The Beverly Center debuts the very first Halston Heritage boutique in Los… (Halston )
Halston was America’s first celebrity designer, creator of Jackie O's famous pillbox hat and a hard-partying denizen of Studio 54. He was also one of the first fashion figures to license his name, an experiment that failed miserably at the time but paved the way for the democratization of fashion as we know it today. And now, the latest iteration of his design legacy, the contemporary brand Halston Heritage, has a new home at the Beverly Center shopping mall.
The Los Angeles-based Halston Heritage opened its West Coast flagship Friday, three weeks after opening its first-ever store on Madison Avenue in New York City. Although the brand has been selling at department stores and boutiques for several seasons, the new stores bring life and context to the vision of Halston Chairman and Chief Executive Ben Malka for the first time. The former president of BCBG Max Azria, Malka took over Halston in 2011, pumping several million dollars of his own into the brand. And he couldn’t be prouder of the store located on Level 6 of the mall. “I’ve walked it a thousand times in my head,” he said, taking me on a tour of the space.
Halston died in 1990, and numerous people have tried unsuccessfully to revive the brand, including designers Randolph Duke, Bradley Bayou and Kevan Hall. In 2007, the name was bought by filmmaker Harvey Weinstein, who tried the celebrity angle, appointing Sarah Jessica Parker as creative director — an experiment that lasted for only a few months.
Weinstein is no longer involved. And this time, Malka is going a different route, emphasizing the product over the people creating it, and that includes Halston himself.
Inside the store, you won’t find a single portrait of the designer, whose heyday was the 1960s and ’70s (“That would be cheesy,” Malka said). But you will find more subtle nods to the master of sexy minimalism, who created Ultrasuede shirtwaist dresses, six-ply cashmere turtleneck sweaters and jersey halter gowns that have influenced everyone from Michael Kors to Celine’s Phoebe Philo.
The glass facade features an “H” within an “H” graphic derived from the original Halston logo. Inside, mannequins staged on a platform are meant to evoke the theatricality for which Halston’s models were known. Other design elements of the store’s interior were inspired by Halston's New York apartment, including the architectural-looking, amber-and-gray-tone shelving displaying handbags, and the floating staircase erected to showcase the new footwear collection. (Malka’s wife, Anita Jansens-Malka, is in charge of accessory design.)

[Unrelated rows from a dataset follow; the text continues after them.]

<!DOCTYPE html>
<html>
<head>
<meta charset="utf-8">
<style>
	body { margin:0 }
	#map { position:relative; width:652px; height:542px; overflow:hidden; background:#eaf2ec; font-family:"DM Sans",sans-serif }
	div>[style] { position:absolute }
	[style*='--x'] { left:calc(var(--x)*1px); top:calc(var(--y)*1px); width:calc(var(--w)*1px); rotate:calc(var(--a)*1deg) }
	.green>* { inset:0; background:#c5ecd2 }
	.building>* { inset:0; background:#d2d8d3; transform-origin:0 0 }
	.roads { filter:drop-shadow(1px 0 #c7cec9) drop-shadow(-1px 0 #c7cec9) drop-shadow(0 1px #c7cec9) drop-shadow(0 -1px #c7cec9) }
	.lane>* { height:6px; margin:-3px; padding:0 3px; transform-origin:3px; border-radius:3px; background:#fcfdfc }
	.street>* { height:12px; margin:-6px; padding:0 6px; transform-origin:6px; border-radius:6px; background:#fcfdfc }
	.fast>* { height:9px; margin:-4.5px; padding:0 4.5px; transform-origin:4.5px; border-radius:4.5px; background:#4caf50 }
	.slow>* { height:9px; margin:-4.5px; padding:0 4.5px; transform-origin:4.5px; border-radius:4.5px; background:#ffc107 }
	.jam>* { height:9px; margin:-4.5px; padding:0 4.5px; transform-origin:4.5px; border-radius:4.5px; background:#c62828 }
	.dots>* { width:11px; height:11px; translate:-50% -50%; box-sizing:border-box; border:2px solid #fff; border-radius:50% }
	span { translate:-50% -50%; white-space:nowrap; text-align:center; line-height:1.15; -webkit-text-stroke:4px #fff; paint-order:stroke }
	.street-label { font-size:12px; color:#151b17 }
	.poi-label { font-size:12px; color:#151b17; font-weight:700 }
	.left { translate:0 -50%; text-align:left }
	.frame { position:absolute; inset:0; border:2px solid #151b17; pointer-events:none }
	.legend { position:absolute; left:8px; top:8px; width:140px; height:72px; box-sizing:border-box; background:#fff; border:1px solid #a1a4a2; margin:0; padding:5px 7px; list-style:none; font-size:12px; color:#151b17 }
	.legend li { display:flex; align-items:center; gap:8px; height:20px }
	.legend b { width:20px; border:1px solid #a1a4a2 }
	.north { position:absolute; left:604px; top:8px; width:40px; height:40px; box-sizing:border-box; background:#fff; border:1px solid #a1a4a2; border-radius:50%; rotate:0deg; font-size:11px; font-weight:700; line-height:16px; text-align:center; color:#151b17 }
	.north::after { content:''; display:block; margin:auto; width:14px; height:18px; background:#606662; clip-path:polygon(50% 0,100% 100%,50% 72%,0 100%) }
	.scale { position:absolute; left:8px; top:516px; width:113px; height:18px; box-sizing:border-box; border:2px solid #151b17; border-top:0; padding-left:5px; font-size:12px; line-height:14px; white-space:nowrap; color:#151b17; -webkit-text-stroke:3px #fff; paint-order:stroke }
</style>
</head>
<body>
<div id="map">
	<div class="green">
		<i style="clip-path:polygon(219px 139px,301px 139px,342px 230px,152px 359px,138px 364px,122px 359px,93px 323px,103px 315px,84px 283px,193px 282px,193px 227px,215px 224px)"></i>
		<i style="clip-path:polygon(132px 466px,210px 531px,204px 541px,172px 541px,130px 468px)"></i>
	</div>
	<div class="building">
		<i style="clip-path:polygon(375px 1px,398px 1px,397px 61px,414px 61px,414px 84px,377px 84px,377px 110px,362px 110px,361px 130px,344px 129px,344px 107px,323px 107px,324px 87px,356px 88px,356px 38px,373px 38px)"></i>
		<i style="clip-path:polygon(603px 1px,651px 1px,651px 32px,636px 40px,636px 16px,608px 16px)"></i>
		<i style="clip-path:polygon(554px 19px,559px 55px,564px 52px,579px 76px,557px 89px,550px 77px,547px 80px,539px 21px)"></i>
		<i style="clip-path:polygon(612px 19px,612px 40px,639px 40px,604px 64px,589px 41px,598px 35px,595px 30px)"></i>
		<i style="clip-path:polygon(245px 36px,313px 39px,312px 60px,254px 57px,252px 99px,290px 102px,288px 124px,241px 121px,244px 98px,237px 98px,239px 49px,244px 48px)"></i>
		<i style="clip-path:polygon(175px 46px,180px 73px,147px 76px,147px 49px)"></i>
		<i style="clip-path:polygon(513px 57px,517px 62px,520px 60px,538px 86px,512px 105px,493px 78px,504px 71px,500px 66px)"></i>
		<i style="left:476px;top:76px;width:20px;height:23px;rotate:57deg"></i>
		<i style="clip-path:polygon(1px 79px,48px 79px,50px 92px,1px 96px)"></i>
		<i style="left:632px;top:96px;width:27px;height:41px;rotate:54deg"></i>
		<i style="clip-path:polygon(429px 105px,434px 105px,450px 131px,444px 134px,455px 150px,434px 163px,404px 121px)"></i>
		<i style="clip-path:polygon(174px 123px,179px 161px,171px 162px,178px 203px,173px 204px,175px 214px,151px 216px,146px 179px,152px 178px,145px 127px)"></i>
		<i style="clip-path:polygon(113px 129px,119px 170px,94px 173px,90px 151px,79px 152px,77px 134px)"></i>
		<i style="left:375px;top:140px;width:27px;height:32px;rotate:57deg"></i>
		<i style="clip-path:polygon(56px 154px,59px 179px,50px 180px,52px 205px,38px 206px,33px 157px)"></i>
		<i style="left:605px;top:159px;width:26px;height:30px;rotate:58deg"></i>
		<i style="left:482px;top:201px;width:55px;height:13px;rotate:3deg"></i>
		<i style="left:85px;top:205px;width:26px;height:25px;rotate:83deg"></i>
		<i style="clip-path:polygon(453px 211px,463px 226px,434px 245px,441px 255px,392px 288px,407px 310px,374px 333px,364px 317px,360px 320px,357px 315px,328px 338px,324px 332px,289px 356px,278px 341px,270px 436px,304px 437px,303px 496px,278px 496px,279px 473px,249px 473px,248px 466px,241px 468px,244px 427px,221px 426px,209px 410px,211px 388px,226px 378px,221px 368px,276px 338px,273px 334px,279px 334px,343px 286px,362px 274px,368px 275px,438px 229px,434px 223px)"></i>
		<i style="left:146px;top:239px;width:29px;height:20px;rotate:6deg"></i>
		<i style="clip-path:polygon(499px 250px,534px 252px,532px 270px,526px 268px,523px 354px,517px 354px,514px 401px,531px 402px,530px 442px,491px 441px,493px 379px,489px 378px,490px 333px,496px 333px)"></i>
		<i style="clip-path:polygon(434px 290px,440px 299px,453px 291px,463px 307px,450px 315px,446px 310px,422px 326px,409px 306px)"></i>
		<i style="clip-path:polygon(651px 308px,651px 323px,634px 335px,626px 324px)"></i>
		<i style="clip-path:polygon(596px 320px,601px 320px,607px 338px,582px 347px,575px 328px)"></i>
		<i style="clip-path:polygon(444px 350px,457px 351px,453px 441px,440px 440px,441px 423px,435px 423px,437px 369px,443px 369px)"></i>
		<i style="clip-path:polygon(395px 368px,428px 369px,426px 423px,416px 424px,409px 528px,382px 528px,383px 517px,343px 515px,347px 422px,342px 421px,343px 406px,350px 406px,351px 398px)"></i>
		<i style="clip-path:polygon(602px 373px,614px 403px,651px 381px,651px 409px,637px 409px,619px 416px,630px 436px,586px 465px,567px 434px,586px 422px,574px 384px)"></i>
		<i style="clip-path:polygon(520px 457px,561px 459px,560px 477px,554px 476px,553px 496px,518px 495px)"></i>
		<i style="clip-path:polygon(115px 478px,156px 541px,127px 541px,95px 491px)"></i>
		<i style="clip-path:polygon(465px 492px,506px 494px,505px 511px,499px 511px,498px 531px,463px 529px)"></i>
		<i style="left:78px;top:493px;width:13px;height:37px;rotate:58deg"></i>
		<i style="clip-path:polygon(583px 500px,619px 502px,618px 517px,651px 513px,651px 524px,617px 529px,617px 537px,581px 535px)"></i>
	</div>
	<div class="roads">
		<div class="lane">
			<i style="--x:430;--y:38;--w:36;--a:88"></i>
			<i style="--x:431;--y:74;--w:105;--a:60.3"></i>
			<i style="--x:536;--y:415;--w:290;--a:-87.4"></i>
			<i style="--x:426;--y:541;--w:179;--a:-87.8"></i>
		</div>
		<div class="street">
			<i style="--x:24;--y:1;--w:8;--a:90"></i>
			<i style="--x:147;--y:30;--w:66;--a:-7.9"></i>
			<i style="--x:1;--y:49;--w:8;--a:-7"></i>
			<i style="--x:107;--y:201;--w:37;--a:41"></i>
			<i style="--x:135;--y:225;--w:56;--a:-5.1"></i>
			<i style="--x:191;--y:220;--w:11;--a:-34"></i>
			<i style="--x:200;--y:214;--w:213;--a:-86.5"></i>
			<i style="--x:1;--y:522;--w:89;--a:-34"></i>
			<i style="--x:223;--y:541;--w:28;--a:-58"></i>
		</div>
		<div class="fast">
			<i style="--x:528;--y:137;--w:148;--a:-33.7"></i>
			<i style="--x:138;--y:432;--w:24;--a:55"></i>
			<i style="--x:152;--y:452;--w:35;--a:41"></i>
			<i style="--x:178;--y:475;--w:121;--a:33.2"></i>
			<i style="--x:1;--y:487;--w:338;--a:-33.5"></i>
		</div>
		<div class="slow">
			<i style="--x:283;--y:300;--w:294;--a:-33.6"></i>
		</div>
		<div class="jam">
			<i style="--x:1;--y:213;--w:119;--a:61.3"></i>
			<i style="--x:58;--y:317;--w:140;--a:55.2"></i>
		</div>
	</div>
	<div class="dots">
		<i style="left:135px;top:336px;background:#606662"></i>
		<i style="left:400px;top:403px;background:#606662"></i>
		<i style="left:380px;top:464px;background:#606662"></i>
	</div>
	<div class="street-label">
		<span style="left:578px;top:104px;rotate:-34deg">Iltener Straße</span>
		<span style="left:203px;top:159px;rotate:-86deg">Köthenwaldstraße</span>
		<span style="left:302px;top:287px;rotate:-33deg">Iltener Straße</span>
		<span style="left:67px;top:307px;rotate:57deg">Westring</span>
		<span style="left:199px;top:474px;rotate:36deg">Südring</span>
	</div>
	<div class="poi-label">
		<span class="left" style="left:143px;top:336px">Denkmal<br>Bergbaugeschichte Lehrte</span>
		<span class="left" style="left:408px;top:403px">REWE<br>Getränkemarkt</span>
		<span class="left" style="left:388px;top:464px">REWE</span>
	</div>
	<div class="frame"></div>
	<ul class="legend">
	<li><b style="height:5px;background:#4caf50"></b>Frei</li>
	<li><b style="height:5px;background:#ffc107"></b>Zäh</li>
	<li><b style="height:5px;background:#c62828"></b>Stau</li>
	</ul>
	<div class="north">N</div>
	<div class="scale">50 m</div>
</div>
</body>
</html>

Like everyone else in the business of reviving old fashion brands, Malka is trying to simultaneously capitalize on, and move beyond, his namesake designer. For shoppers who know the name, Malka hopes they remember Halston not only as disco denizen but as Halston, creator of American sportswear. That’s the focus of the Halston Heritage collection, which is created by an L.A.-based design team. The clothes have a spare minimalism and sportiness similar to what’s being offered from brands like Theory, Vince and Helmut Lang and the same contemporary price point. (Malka also plans to launch a higher-end collection under the Halston name, though he doesn’t know when.)
Highlights include a white leather paneled cotton canvas peplum jacket ($695); a belted, white shirtdress with box pleat details and a shirttail hem that curves into the front yoke ($575); slim cream leather and ponte knit pants ($895); a poppy-colored, elbow-sleeve, boat-neck gown with a draped back ($895); matte white crocodile pointy toe pumps ($345); and a gold linen doctor bag ($495). The hardware on soft clutch bags ($450) echoes the organic forms in Halston’s jewelry and perfume bottles, which were created by Elsa Peretti.
Unlike the previous incarnation of the brand, which emphasized slinky, sparkly evening gowns over daytime looks, Halston Heritage has both, and it’s aimed at working women ages 30 to 50 years old, he said, “because this is how [that age group] dresses today. They don’t look like Samantha Stevens in ‘Bewitched,’ who looked 50 at age 28.”
“Whether you know the brand or you don’t, we’re hoping it doesn’t matter. At the end of the day, you see a beautiful store with everyday stuff that has a certain style and is approachable and affordable,” Malka said. “And without naming names, there are 20 brands out there right now that are influenced by this, by the simplicity, the drape, the clean lines. The question isn’t, ‘Is it relevant to today?’ because it’s already out there. And this is where it came from, it started with Halston.”